Saved data entries:
=== Section Start ===

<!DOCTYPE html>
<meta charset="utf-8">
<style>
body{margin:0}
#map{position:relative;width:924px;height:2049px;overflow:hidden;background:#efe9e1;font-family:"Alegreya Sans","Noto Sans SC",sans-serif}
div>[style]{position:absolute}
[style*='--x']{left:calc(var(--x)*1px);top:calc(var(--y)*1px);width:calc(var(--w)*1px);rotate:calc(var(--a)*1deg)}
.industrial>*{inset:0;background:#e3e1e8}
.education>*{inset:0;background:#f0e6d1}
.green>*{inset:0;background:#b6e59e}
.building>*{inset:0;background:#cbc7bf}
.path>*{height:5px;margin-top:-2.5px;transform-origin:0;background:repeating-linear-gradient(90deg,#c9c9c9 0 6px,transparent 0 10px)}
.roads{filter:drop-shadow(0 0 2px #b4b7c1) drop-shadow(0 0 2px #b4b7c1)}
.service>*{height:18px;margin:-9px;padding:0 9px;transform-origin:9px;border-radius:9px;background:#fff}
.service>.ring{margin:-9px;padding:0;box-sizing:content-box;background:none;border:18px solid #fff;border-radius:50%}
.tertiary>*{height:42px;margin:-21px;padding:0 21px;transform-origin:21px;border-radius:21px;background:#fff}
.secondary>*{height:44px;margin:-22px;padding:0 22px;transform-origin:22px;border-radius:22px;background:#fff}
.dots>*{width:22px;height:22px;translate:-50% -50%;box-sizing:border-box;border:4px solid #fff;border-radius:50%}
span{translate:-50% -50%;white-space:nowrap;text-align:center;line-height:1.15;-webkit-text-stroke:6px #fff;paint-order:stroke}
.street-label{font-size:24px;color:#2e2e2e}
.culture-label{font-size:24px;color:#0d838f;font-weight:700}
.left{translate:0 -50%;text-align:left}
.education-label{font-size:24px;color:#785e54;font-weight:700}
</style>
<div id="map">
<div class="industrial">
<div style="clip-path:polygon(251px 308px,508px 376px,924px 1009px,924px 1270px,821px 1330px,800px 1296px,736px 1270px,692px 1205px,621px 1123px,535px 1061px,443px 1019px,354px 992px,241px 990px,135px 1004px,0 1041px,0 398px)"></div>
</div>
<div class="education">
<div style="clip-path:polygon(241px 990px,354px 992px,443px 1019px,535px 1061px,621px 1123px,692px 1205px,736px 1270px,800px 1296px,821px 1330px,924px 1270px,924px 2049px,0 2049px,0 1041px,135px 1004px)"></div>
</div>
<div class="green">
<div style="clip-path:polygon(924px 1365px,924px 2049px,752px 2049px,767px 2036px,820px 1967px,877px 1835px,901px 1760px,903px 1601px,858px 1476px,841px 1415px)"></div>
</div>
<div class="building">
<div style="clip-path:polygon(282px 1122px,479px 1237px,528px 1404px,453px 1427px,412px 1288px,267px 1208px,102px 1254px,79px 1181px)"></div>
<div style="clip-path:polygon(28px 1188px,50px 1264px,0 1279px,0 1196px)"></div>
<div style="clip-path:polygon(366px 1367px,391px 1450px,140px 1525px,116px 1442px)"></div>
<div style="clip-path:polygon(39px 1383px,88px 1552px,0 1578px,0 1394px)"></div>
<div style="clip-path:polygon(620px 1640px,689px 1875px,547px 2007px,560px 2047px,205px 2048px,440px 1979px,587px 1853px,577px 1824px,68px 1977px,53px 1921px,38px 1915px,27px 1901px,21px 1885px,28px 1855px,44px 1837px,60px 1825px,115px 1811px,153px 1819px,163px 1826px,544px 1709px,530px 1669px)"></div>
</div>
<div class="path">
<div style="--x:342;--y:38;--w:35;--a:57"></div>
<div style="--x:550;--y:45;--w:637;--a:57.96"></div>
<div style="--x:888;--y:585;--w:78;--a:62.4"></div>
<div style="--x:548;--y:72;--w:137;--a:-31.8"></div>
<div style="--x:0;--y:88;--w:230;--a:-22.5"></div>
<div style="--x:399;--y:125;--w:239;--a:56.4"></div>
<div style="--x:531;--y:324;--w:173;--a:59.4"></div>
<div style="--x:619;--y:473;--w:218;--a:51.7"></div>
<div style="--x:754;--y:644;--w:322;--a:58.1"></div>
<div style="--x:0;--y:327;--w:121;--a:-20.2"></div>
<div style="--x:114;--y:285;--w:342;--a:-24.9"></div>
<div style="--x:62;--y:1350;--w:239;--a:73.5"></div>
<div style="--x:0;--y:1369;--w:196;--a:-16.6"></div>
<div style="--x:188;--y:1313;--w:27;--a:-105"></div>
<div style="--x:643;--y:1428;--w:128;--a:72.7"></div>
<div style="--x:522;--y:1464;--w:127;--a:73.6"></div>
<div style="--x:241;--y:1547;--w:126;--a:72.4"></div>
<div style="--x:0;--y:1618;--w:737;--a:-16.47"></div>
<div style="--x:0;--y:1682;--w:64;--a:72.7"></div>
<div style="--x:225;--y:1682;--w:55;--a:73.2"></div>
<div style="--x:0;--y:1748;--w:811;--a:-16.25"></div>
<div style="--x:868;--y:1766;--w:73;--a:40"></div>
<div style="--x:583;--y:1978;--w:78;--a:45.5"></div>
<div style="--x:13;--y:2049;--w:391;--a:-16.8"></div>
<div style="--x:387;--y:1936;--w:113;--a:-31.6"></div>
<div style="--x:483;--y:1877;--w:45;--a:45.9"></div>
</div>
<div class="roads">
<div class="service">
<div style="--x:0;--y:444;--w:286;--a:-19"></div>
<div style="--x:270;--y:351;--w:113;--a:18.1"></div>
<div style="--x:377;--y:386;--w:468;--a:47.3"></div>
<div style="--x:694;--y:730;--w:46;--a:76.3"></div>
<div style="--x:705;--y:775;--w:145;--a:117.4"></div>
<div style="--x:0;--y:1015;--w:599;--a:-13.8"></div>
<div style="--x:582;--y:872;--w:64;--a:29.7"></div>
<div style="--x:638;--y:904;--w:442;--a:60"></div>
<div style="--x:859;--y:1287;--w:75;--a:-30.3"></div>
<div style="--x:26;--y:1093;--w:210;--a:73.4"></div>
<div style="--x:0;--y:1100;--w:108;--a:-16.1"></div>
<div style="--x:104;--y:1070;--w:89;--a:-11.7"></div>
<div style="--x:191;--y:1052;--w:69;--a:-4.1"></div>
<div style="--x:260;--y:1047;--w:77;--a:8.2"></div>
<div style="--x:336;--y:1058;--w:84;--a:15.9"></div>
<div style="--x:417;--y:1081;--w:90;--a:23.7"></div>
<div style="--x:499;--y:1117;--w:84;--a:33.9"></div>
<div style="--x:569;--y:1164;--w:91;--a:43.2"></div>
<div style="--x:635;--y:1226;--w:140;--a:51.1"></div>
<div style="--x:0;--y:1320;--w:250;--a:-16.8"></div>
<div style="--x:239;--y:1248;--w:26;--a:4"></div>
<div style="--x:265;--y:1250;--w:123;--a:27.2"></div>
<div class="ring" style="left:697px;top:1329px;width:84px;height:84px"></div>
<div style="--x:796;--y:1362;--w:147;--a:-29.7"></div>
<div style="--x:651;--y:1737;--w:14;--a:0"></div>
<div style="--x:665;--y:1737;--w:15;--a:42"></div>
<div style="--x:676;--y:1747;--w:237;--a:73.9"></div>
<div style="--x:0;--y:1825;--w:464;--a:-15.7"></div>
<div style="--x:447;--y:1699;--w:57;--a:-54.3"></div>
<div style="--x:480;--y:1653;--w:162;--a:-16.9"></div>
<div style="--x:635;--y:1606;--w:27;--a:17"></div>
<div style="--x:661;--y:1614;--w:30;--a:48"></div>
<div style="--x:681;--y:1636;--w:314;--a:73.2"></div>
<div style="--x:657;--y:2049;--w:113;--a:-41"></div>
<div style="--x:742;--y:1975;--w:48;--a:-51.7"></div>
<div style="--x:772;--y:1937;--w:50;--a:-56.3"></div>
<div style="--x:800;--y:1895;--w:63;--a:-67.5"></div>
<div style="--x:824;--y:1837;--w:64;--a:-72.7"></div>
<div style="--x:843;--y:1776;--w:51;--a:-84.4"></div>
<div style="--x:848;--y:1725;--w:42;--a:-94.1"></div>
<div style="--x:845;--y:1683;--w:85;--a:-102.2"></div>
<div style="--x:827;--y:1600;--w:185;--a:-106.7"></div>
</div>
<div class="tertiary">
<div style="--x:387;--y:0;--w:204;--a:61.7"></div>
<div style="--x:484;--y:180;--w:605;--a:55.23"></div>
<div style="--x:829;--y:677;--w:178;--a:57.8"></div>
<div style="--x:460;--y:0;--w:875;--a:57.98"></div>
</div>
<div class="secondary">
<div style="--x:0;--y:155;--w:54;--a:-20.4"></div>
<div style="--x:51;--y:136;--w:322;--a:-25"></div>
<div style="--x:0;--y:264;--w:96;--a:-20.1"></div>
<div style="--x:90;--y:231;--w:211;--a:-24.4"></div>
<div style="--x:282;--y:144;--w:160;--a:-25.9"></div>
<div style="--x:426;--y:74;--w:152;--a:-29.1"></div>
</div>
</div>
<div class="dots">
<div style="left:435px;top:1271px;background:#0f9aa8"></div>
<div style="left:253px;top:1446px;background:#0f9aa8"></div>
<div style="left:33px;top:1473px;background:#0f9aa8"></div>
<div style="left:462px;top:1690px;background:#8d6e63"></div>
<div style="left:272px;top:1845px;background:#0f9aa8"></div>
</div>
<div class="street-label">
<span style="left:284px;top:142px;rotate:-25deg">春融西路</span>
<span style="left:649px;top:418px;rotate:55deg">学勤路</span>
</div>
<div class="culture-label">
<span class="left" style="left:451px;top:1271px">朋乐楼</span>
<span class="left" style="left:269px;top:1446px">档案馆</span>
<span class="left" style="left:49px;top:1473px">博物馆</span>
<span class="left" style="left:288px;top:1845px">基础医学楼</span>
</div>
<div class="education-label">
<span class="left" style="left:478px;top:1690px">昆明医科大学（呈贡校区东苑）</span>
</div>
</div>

=== Section End ===

Task details >> Tell how many lines in the data include the string "position". Reply with the number and no other text.

Task answer >> 2